Through her tenure at Signature Science LLC, Mary Heaton had seen the company’s portfolio of DNA applications grow hand-in-hand with the power of genetic technologies. Founded in 2001, Signature Science is engaged in the collection, analysis, and interpretation of DNA data for use in personal identification, including applications in homeland security, public safety, criminal justice and other elements of law enforcement. As genetic analysis has rapidly become the most reliable tool in personal identification, Signature Science’s Forensic DNA Laboratory has grown in tune.
But Heaton also grew aware of practical limitations to the use of DNA evidence. In the path from collection in the field to processing in the lab, samples could get degraded, contaminated, or simply mixed up. These risks grew greater with increasing distance to the lab, as more sample handling and transit time were needed. Case in point, millions of Americans witnessed the 1995 acquittal of football player OJ Simpson in a televised murder investigation. Blood found on Simpson’s sock matched the victim’s DNA with a certainty of 1 in 21 billion, and a bloodied glove found next to the victim matched Simpson’s blood. However, Simpson was acquitted because the defense argued that forensic evidence had been mishandled. It had not been correctly logged, entered into the chain of custody, bagged appropriately, or analyzed in a timely manner.
Opening forensics to more DNA evidence
Heaton knew that shortening the distance and time to sample processing were key to opening the field to broader uses of DNA samples. When Heaton learned about miniPCR, a portable thermal cycler manufactured by Cambridge-based Amplyus, she thought she might have found the ideal solution. “I figured, instead of bringing samples into the lab, why can’t one bring the lab closer to the samples”, says Heaton. The diminutive footprint and weight of miniPCR made it the ideal candidate to test this premise. But there was one catch: Heaton and her team needed to prove that DNA samples amplified with miniPCR could meet the rigorous quality standards of forensic science. Could tiny miniPCR deliver the same performance as 20-times larger rivals?
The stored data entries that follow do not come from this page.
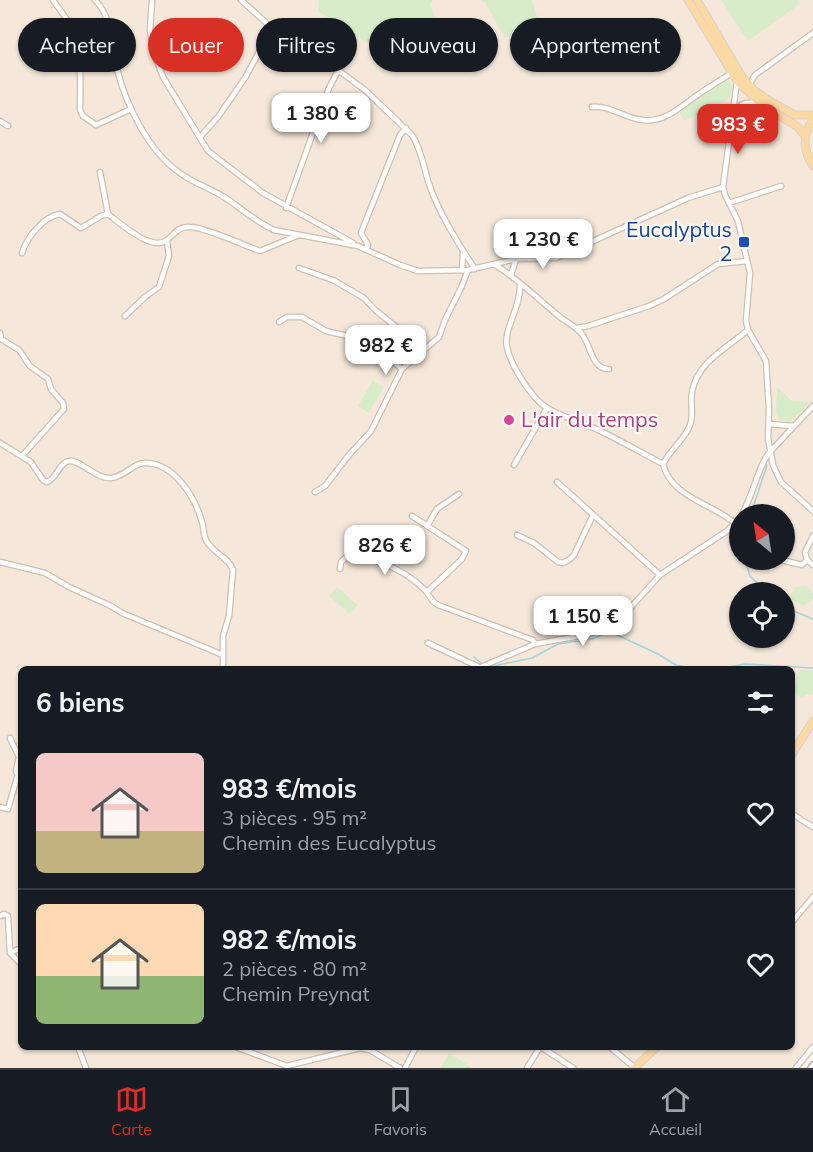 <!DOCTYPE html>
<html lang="fr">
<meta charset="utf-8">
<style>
:root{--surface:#171b24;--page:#242831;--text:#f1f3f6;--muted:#9ea1a6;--line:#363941;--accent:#d93025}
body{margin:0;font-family:Mulish,sans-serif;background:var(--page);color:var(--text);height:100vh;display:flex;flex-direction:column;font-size:22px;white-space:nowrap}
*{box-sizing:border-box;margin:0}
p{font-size:20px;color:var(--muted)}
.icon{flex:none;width:33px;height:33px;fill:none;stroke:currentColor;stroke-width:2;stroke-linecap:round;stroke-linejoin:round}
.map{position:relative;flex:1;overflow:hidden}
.drawer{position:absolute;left:18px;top:666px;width:777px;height:384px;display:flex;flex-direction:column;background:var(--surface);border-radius:9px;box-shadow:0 2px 4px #0004}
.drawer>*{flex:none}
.top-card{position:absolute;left:18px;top:18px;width:777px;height:54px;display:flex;gap:12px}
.needle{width:39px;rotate:330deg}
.tools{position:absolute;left:729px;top:504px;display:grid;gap:12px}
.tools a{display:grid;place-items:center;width:66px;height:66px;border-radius:50%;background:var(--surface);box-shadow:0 2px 4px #0004;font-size:30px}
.price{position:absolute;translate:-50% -51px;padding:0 14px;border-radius:12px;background:#fff;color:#222;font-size:20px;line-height:39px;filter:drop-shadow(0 2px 3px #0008)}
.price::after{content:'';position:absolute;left:50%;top:36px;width:18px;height:14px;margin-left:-9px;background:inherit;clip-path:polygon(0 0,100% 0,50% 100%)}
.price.current{background:var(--accent);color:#fff}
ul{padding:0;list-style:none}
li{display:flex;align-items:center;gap:18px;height:150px;padding:0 18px}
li+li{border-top:2px solid var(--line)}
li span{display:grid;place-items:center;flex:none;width:168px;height:120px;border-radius:9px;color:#555}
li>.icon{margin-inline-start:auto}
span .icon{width:72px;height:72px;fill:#fffc;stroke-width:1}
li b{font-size:26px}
h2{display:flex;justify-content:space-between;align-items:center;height:72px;padding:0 18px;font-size:26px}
.tag{padding:0 21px;border-radius:27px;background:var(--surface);box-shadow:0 2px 4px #0004;font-size:21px;line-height:54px}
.tag.current{background:var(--accent);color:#fff}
.tab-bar{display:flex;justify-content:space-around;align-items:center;height:84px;border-top:2px solid var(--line);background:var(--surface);font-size:16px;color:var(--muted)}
.tab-bar a{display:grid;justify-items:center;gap:3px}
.tab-bar .current{color:var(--accent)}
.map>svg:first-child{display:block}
</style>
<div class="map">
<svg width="813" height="1068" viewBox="0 0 813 1068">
<rect width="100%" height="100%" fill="#fdf6ec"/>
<!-- residential -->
<path fill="#f5e8da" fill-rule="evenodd" d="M0 0H813V1053L802 1068H0ZM740 514H784V560H740ZM740 592H784V638H740ZM21 669H792V1047H21Z"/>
<!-- green -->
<path fill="#d8ecc9" d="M319 0H433L430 4 456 67 374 47 318 11Z
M480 0H532L540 27 505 38 485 2Z
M721 0H797L800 4 748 41Z
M728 77 732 86 730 98 684 121 679 111Z
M373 380 384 387 369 413 358 406Z
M777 387 792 401 809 402 804 410 789 422 779 420 776 412Z
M806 586 813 592V599L803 606 788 598 796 587Z
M337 587 358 605 350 614 329 596Z
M800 670 813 671V695L807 694 802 697 792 694Z
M449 1053 471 1067 470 1068H440Z"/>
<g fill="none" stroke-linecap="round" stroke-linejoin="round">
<!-- stream -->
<path stroke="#a5d3da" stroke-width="1.5" d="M751 514 767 465
M739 530 740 542
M745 560 750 576 766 592
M784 607 813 619
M474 657 481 663
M484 668 532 658 558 644 592 639 604 634 613 633 658 654 676 665 697 669
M718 669 745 664 813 668"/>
<defs>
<path id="minor" d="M53 0C59 9 67 18 71 27 83 53 80 83 80 110L83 116 96 125 131 109
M95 0C114 19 110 46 117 69 126 105 149 152 180 173 193 183 210 188 224 197 241 208 256 222 274 230L358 246 400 265 418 271 468 270 516 259 556 258 688 198 723 187
M152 0 150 31 155 56 163 77 208 151 263 193 353 243
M241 0 272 28 323 59 365 90 412 135C423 152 424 173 432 192 442 218 459 245 475 269
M737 81 723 187 725 195 738 221 750 273 746 321 748 330 766 361 769 410 768 438 773 465 781 482 813 511
M749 85 755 75 813 33
M592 107C609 105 625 118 642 120 664 123 679 108 696 96 708 88 720 80 732 73
M733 115C740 102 746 101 760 104
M0 121 8 126
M200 137 218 117 245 78 272 28
M100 172 108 214C121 224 152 252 167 240 175 234 178 226 190 227 205 227 243 245 260 251L299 235
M729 203 781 186
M286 208 329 88 338 71
M366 250 368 245 361 233 400 135 406 128
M22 253C27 237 43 217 60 214L81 228 101 216 108 214
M494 264C518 279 538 299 560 317 568 323 576 327 582 334 591 346 592 370 609 369
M299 268 333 280 364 298 374 309 401 331 414 349 420 354
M462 270 463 252
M511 275 516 259
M520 285C521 307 503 330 507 347 510 364 530 395 543 405 557 416 577 420 594 428 618 439 640 452 663 464 672 500 716 503 740 528
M125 316 145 297 159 287 169 256 167 241
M279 322 287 317H302L326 331 348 336 390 359 402 369
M576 328 588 326 649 306 664 299 718 264 747 261
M0 333 1 339 19 350 30 366 48 379 51 389 63 403 64 409 22 456
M769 424 794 426
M0 443 31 462 43 480 47 482C58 478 58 463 69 461 80 459 95 479 111 478 124 477 134 463 144 463 174 462 195 497 202 522 204 527 203 534 206 540 211 552 229 557 233 570L229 616 223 636V669
M663 464C670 450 685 439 690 425 694 415 690 403 692 392 697 362 727 348 748 330
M514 465 547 408
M557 482 660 575
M315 492 325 486 349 455 371 431 402 369 439 337 445 320 461 288 468 270
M742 514C753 495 756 473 768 454L813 406
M412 516 466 551 462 559 427 592
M427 526 437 509 459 494
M517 535 534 543 558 562 563 563 570 559 574 555 593 515
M813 536 805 552 807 560 813 565
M782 560 802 565 807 560
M0 562 45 573 69 587 111 606 122 613 223 655
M340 569 341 562 356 548 377 558 379 562C397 568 412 577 425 590 430 596 430 600 438 605L533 640 535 644
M428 643 479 667
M476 669 535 644 585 635 604 629 623 616 660 575 727 531 740 518
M10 738 19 757 16 771 18 774
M0 807 8 809 18 774 21 775
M792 814 813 827
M0 916 4 914 8 916 10 953
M792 922 813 897
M10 953 21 964
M10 953 21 948
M78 1047 86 1068
M236 1047 287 1066 360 1048 370 1050 400 1068
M541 1047 573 1068
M610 1047 635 1068
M405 1068 416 1047
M527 1068 540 1047
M796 1068 813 1047"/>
<path id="primary" d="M688 0 737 81 762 105 798 127 805 136
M697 0 741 75 753 89 766 99 795 115H813
M813 120C802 134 803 151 813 166
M792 754 813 721
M634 1068 657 1047"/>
</defs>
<!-- minor casing -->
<use href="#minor" stroke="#d1beb0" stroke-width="7"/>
<!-- primary casing -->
<use href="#primary" stroke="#dad1cd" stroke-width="9"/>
<!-- minor -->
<use href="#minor" stroke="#fff" stroke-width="4.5"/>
<!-- primary -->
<use href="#primary" stroke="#fbd9a5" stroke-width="7"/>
<!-- rail -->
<path stroke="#b9a8c9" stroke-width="1.5" stroke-dasharray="9 6" stroke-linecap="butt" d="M807 1068 813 1060"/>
</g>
<!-- markers -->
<rect fill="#1a4fb4" stroke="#fffaf3" stroke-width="2" x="738" y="236" width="12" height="12" rx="3"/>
<circle fill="#d1479c" stroke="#fffaf3" stroke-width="2" cx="509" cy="420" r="6"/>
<g text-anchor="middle" stroke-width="4.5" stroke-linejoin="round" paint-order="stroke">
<!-- transit labels -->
<g font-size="21" fill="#164399" stroke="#fffaf3" text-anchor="end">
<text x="732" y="237">Eucalyptus<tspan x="732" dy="24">2</tspan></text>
</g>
<!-- hotel labels -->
<g font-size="21" fill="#b23c85" stroke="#fffaf3" text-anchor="start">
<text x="521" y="427">L'air du temps</text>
</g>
</g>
</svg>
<div class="tools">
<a><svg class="needle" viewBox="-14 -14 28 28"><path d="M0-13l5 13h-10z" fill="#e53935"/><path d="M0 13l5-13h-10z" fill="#9ea1a6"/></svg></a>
<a><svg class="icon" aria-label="locate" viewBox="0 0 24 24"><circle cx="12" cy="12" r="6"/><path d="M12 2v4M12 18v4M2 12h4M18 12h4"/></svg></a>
</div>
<b class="price" style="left:321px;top:144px">1 380 €</b>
<b class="price current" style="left:738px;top:155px">983 €</b>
<b class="price" style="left:543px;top:270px">1 230 €</b>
<b class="price" style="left:386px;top:376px">982 €</b>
<b class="price" style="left:385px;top:576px">826 €</b>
<b class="price" style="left:583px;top:647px">1 150 €</b>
<div class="top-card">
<a class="tag">Acheter</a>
<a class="tag current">Louer</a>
<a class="tag">Filtres</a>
<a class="tag">Nouveau</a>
<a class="tag">Appartement</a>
</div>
<section class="drawer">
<h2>6 biens<svg class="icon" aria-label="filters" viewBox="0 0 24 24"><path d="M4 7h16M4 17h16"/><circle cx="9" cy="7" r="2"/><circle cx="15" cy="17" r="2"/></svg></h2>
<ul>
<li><span style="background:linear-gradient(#f6c9c9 65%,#c2b280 0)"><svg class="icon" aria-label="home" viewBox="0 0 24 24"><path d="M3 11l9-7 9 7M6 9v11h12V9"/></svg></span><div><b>983 €/mois</b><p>3 pièces · 95 m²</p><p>Chemin des Eucalyptus</p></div><svg class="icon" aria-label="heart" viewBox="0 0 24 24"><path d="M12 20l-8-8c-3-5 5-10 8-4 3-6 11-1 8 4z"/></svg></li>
<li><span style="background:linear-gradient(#ffd9b3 60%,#8fb573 0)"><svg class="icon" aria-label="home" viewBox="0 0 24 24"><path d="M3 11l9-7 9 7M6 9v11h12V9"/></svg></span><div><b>982 €/mois</b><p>2 pièces · 80 m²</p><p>Chemin Preynat</p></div><svg class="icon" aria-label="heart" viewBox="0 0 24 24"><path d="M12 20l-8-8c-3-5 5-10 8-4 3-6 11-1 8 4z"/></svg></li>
</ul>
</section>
</div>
<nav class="tab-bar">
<a class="current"><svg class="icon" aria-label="map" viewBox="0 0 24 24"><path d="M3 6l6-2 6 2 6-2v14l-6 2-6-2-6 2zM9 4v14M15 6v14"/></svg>Carte</a>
<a><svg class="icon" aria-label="saved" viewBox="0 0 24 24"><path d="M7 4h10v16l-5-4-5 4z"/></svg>Favoris</a>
<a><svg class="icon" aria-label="home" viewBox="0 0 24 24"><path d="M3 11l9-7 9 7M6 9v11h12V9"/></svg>Accueil</a>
</nav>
Heaton decided to find out the only way a forensic scientist would: experimentally.
Forensic DNA samples are analyzed by examining genetic markers known as short tandem repeats (STRs). STRs are short DNA regions that vary uniquely across individuals. They are the gold standard in personal identification because multiple STRs can be analyzed simultaneously, reducing the probability of a random match to virtually null. The CODIS database managed by the FBI uses 13 different STRs, reducing the chances of spuriously matching two individuals to less than one in one trillion. Genetic databases now offer access to 25 and more loci used in personal ID.
Putting miniPCR through its paces
To ensure that the fieldable miniPCR machine could study STRs as accurately as benchmark technologies, Signature Science compared results obtained using the miniPCR and the large benchtop AB 9700 thermal cycler. PCR amplicons were separated by capillary electrophoresis and detected in a 3500 xL Genetic Analyzer, and the resulting fluorescence readings were analyzed using GeneMapper ID-X software. Electropherogram plots quantifying the intensity of fluorescence signals (relative fluorescent units, RFUs), a function of the number of copies amplified for each STR by PCR, were compared statistically between miniPCR and the 9700. The results were clear: DNA amplification produced by miniPCR and benchtop PCR machines were essentially identical. These results held true after analyzing 40 loci from multiple DNA donors using three industry-standard personal ID kits (Global Filer, Global Filer Express, and YFiler, Applied Biosystems). In other words, miniPCR can perform forensic analysis in the field with the same accuracy and precision as much larger PCR equipment can in the lab.
Heaton was elated. The Signature Science team ordered several miniPCR machines that can be brought closer to the source of genetic material, minimizing sample degradation and contamination risks. “It makes DNA analysis an even more powerful tool for personal ID”, says Heaton. “The impact [of miniPCR] can be felt from forensics to public safety, to countless other applications.”
* Data used with permission of Signature Science, LLC.